Caddy behind an AWS network load balancer health check race condition

We are using Caddy behind a AWS network load balancer sending both TCP 80 and TCP 443 traffic. The problem is the health check for the AWS network load balancer keeps on taking out the backend and as a result Caddy can’t start because it cannot perform the Let’s Encrypt verification. This is a race condition.

Is anybody using Caddy on-demand TLS behind a network load balancer? How is this possible? Seems like having a /health ping endpoint in Caddy that always responds, even if Caddy cannot get Let’s Encrypt TLS certs should be possible. Currently Caddy just crashes and fails to start.

I’m not sure I understand.

The problem is the health check for the AWS network load balancer keeps on taking out the backend

This sounds like an issue with AWS or your setup. Can you give more details? I think we’re lost somewhere between “as a result” and “this is a race condition.”

I believe @nodesocket means AWS Load balancer removes Caddy backend server when it detects Caddy is unavailable/down. And Caddy can’t start in on-demand mode because letsencrypt verification through AWS Load balancer doesn’t work as there is no Caddy backend to pass the request from Letsencrypt to Caddy backend.

Matt, eva2000 has it. Essentially assume there is an AWS network load balancer with a single ec2 instance behind it running Caddy. The load balancer has taken the ec2 instance out of rotation because it fails the health checks. The problem is that I cannot start Caddy because the load balancer is not forwarding traffic. You see the problem? I had to hack around this horrible by starting a python simple server on ports (80 and 443), wait until the network load balancer put the ec2 instance back in rotation, stop the python simple servers, and start Caddy. Surprisingly this hack worked.

And why is it doing that? :thinking:

Sounds like a catch-22 rather than a race condition.

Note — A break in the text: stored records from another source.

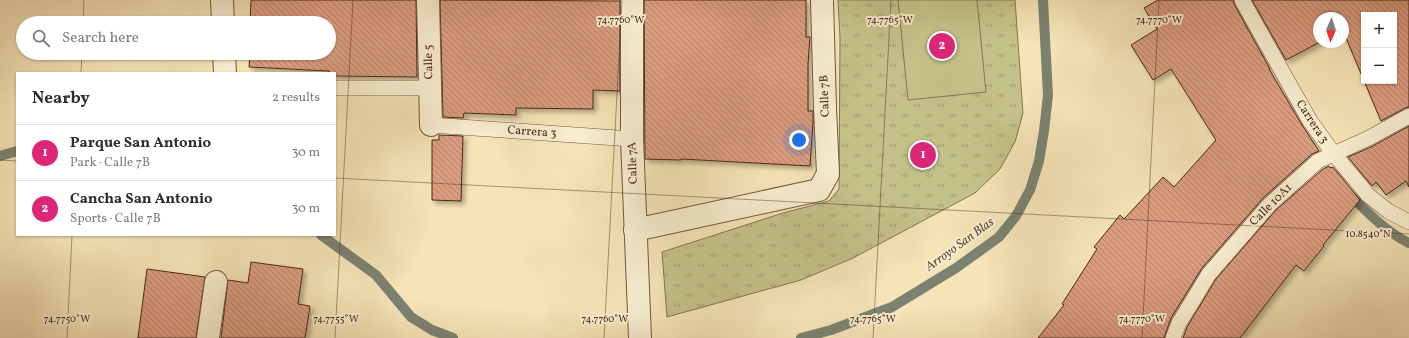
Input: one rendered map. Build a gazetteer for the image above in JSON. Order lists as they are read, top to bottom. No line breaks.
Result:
{"streets":{"street":["Calle 5","Calle 7B","Calle 7A"],"lane":["Carrera 3","Calle 10A1"]},"crossings":[["Calle 5","Carrera 3"],["Calle 7B","Calle 7A"],["Carrera 3","Calle 7A"],["Carrera 3","Calle 10A1"]],"water":["Arroyo San Blas"],"north":"bottom","page":{"map_buttons":["+","−"],"search":"Search here","pins":["2","1"],"heading":["Nearby","2 results"],"list":[{"mark":"1","name":"Parque San Antonio","note":"Park · Calle 7B","value":"30 m"},{"mark":"2","name":"Cancha San Antonio","note":"Sports · Calle 7B","value":"30 m"}]},"coordinates":["74.7760°W","74.7765°W","74.7770°W","10.8540°N","74.7750°W","74.7755°W"]}
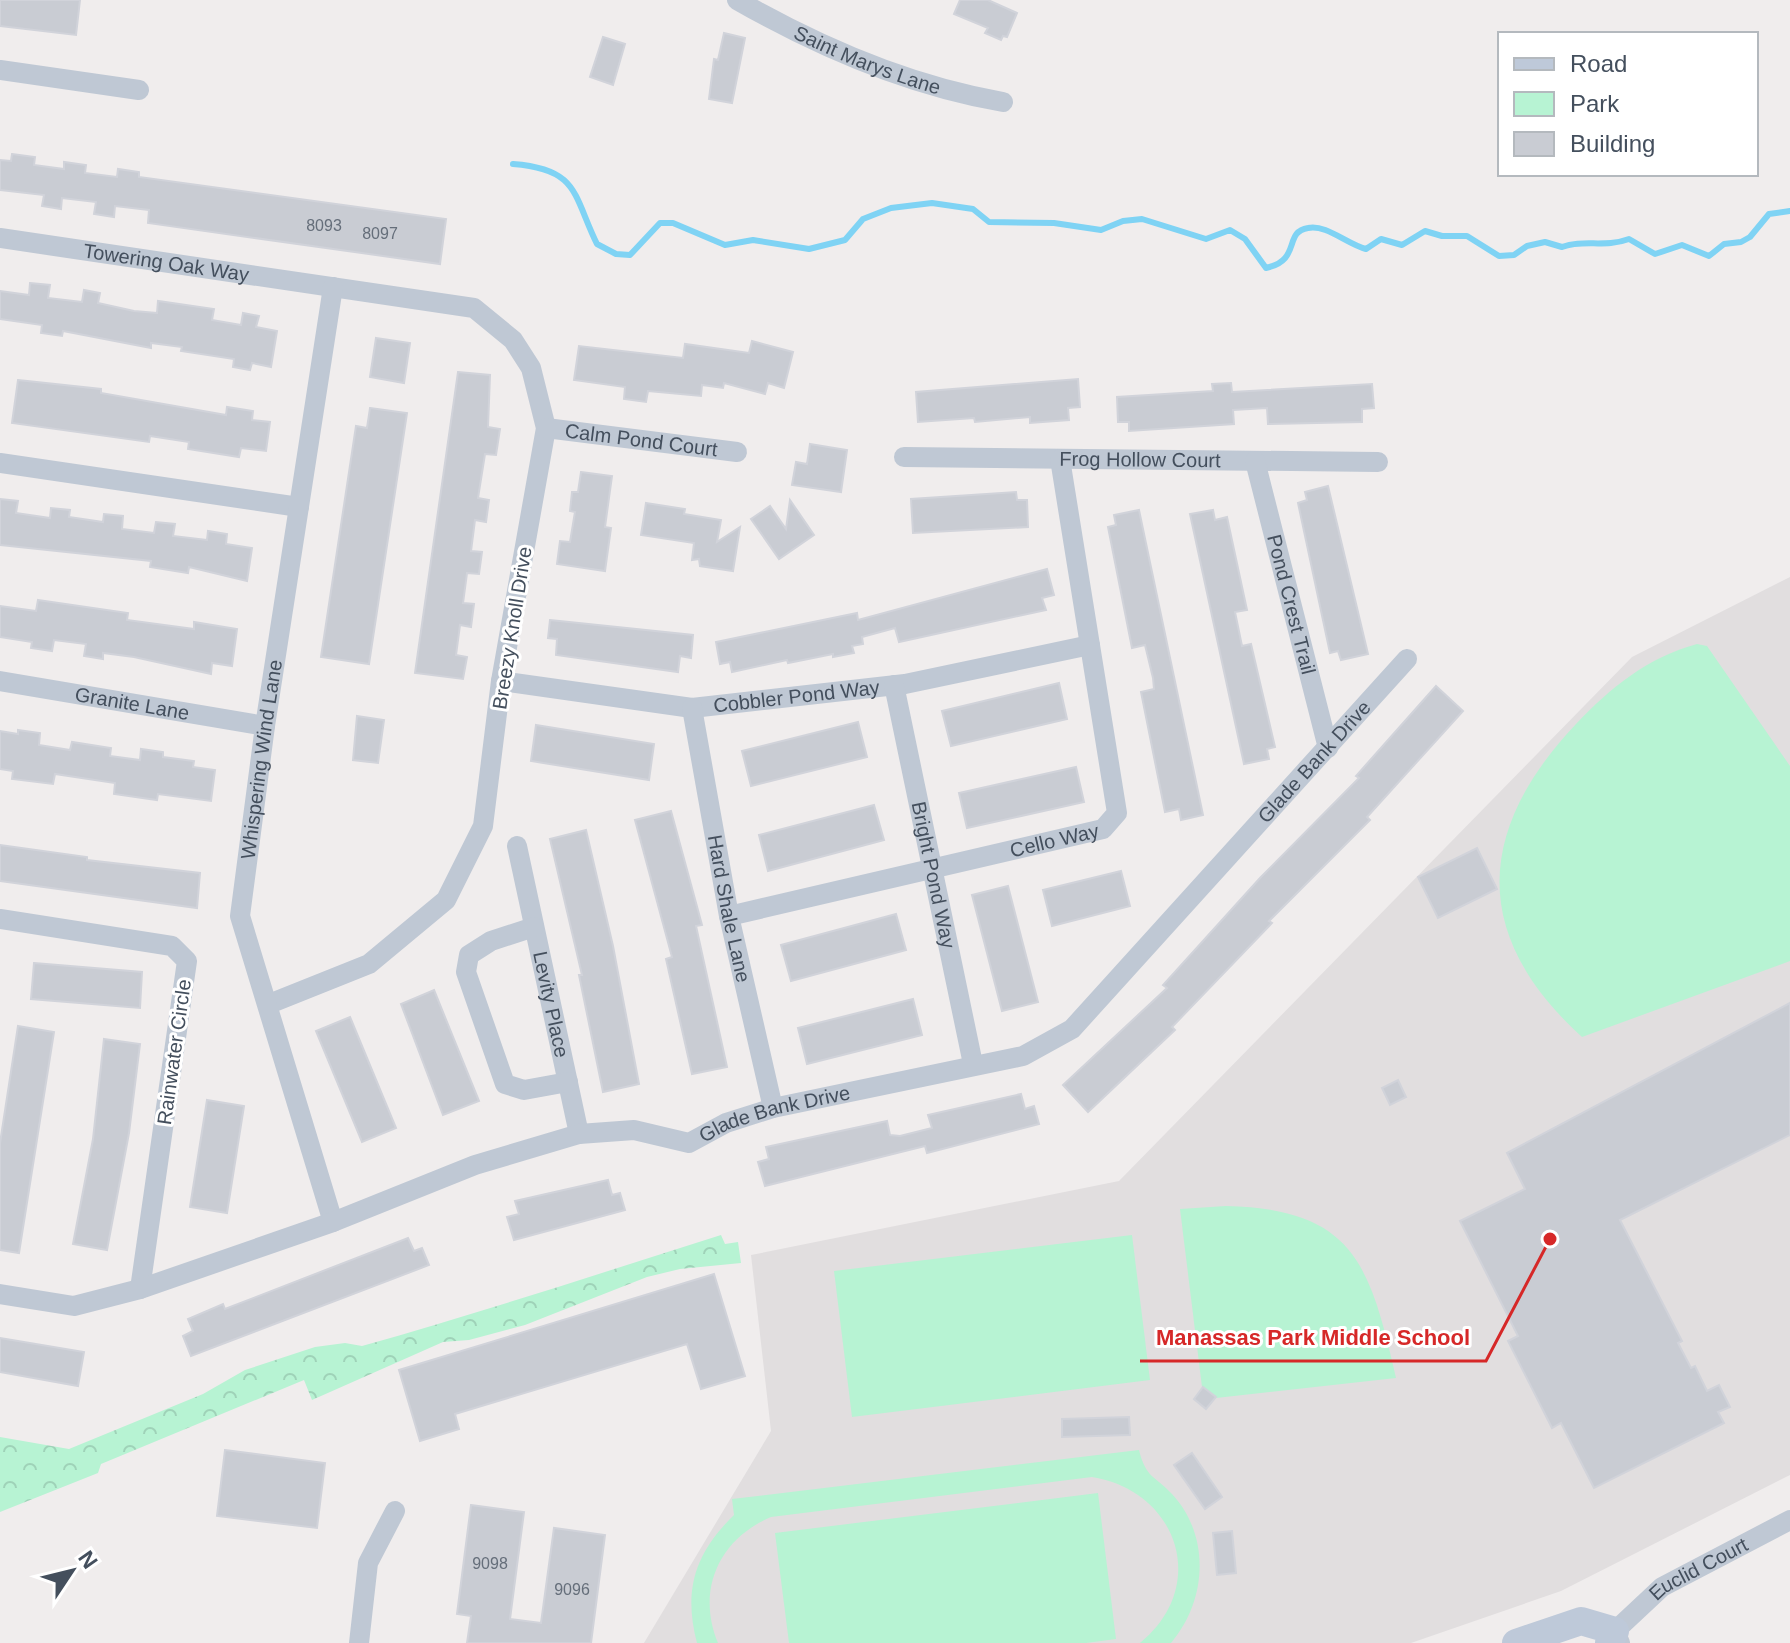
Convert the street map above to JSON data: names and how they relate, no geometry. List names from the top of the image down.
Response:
{
  "streets": {
    "street": [
      "Saint Marys Lane",
      "Towering Oak Way",
      "Calm Pond Court",
      "Frog Hollow Court",
      "Pond Crest Trail",
      "Breezy Knoll Drive",
      "Cobbler Pond Way",
      "Granite Lane",
      "Whispering Wind Lane",
      "Glade Bank Drive",
      "Cello Way",
      "Bright Pond Way",
      "Hard Shale Lane",
      "Levity Place",
      "Rainwater Circle",
      "Euclid Court"
    ]
  },
  "crossings": [
    ["Towering Oak Way", "Breezy Knoll Drive"],
    ["Towering Oak Way", "Whispering Wind Lane"],
    ["Calm Pond Court", "Breezy Knoll Drive"],
    ["Frog Hollow Court", "Pond Crest Trail"],
    ["Frog Hollow Court", "Cello Way"],
    ["Pond Crest Trail", "Glade Bank Drive"],
    ["Breezy Knoll Drive", "Cobbler Pond Way"],
    ["Breezy Knoll Drive", "Whispering Wind Lane"],
    ["Cobbler Pond Way", "Cello Way"],
    ["Cobbler Pond Way", "Bright Pond Way"],
    ["Cobbler Pond Way", "Hard Shale Lane"],
    ["Granite Lane", "Whispering Wind Lane"],
    ["Whispering Wind Lane", "Glade Bank Drive"],
    ["Glade Bank Drive", "Bright Pond Way"],
    ["Glade Bank Drive", "Hard Shale Lane"],
    ["Glade Bank Drive", "Levity Place"],
    ["Glade Bank Drive", "Rainwater Circle"],
    ["Cello Way", "Bright Pond Way"],
    ["Cello Way", "Hard Shale Lane"]
  ],
  "places": ["Manassas Park Middle School"],
  "house_numbers": [
    "8093",
    "8097",
    "9098",
    "9096"
  ],
  "legend": ["Road", "Park", "Building"],
  "north": "top right"
}
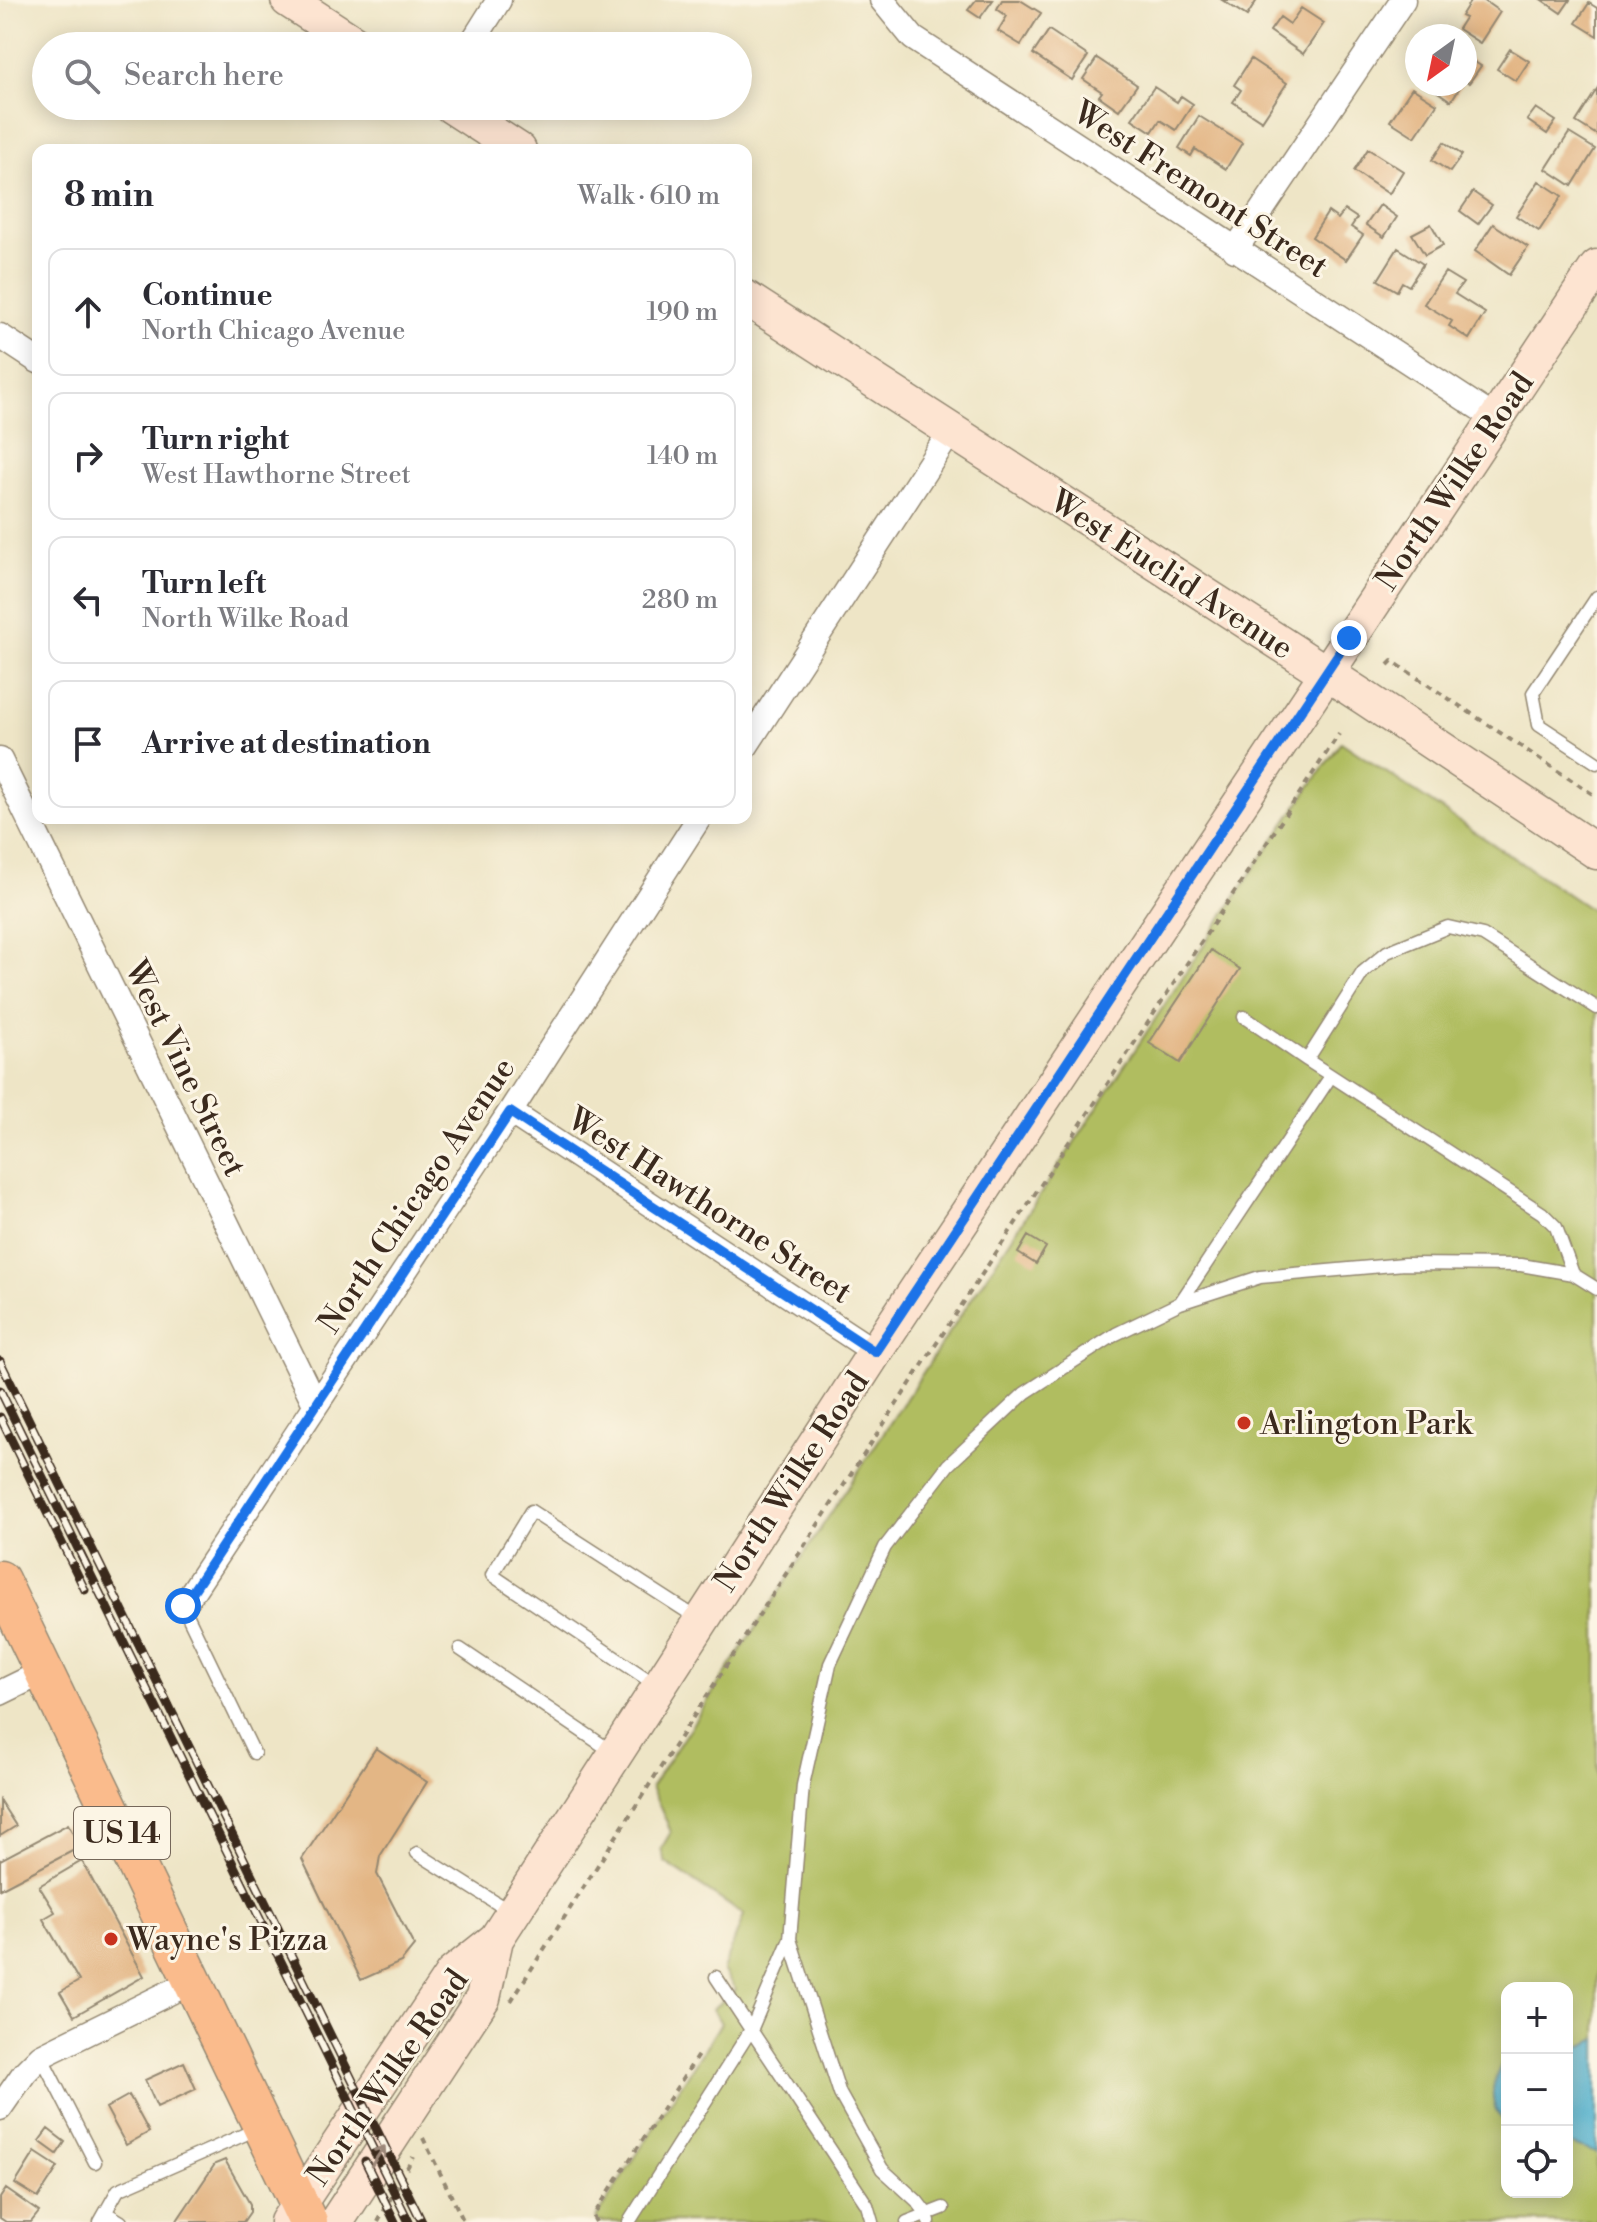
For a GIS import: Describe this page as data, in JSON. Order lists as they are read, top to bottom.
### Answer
{
  "streets": {
    "main road": ["North Wilke Road", "West Euclid Avenue", "US 14"],
    "street": [
      "West Fremont Street",
      "West Vine Street",
      "North Chicago Avenue",
      "West Hawthorne Street"
    ]
  },
  "crossings": [
    ["West Fremont Street", "North Wilke Road"],
    ["North Wilke Road", "West Euclid Avenue"],
    ["North Wilke Road", "West Hawthorne Street"],
    ["North Wilke Road", "US 14"],
    ["West Vine Street", "North Chicago Avenue"],
    ["North Chicago Avenue", "West Hawthorne Street"]
  ],
  "places": ["Arlington Park", "Wayne's Pizza"],
  "north": "bottom left",
  "page": {
    "search": "Search here",
    "heading": ["8 min", "Walk · 610 m"],
    "list": [
      ["Continue", "North Chicago Avenue", "190 m"],
      ["Turn right", "West Hawthorne Street", "140 m"],
      ["Turn left", "North Wilke Road", "280 m"],
      "Arrive at destination"
    ],
    "map_buttons": ["+", "−"]
  }
}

Caddy can’t start with Automatic HTTPS unless it can requisition certificates;
Caddy can’t requisition certificates unless the load balancer is routing requests to it;
The load balancer won’t route requests to Caddy unless it passes health checks;
Caddy won’t pass health checks unless it’s started;
GOTO 1

If you can’t configure the load balancer to let Caddy do its job, the likely next best solution is DNS validation.

On-Demand TLS is automatic HTTPS but it defers the acquisition of certificates until handshake-time.

But anyway, the Caddy docs talk about this situation (using Caddy behind a reverse proxy or load balancer) specifically. Using the DNS challenge is a good way to go. Or On-Demand TLS. Or configure the load balancer differently. Point is, there are plenty of ways to handle this situation, and there’s nothing “horrible” about it.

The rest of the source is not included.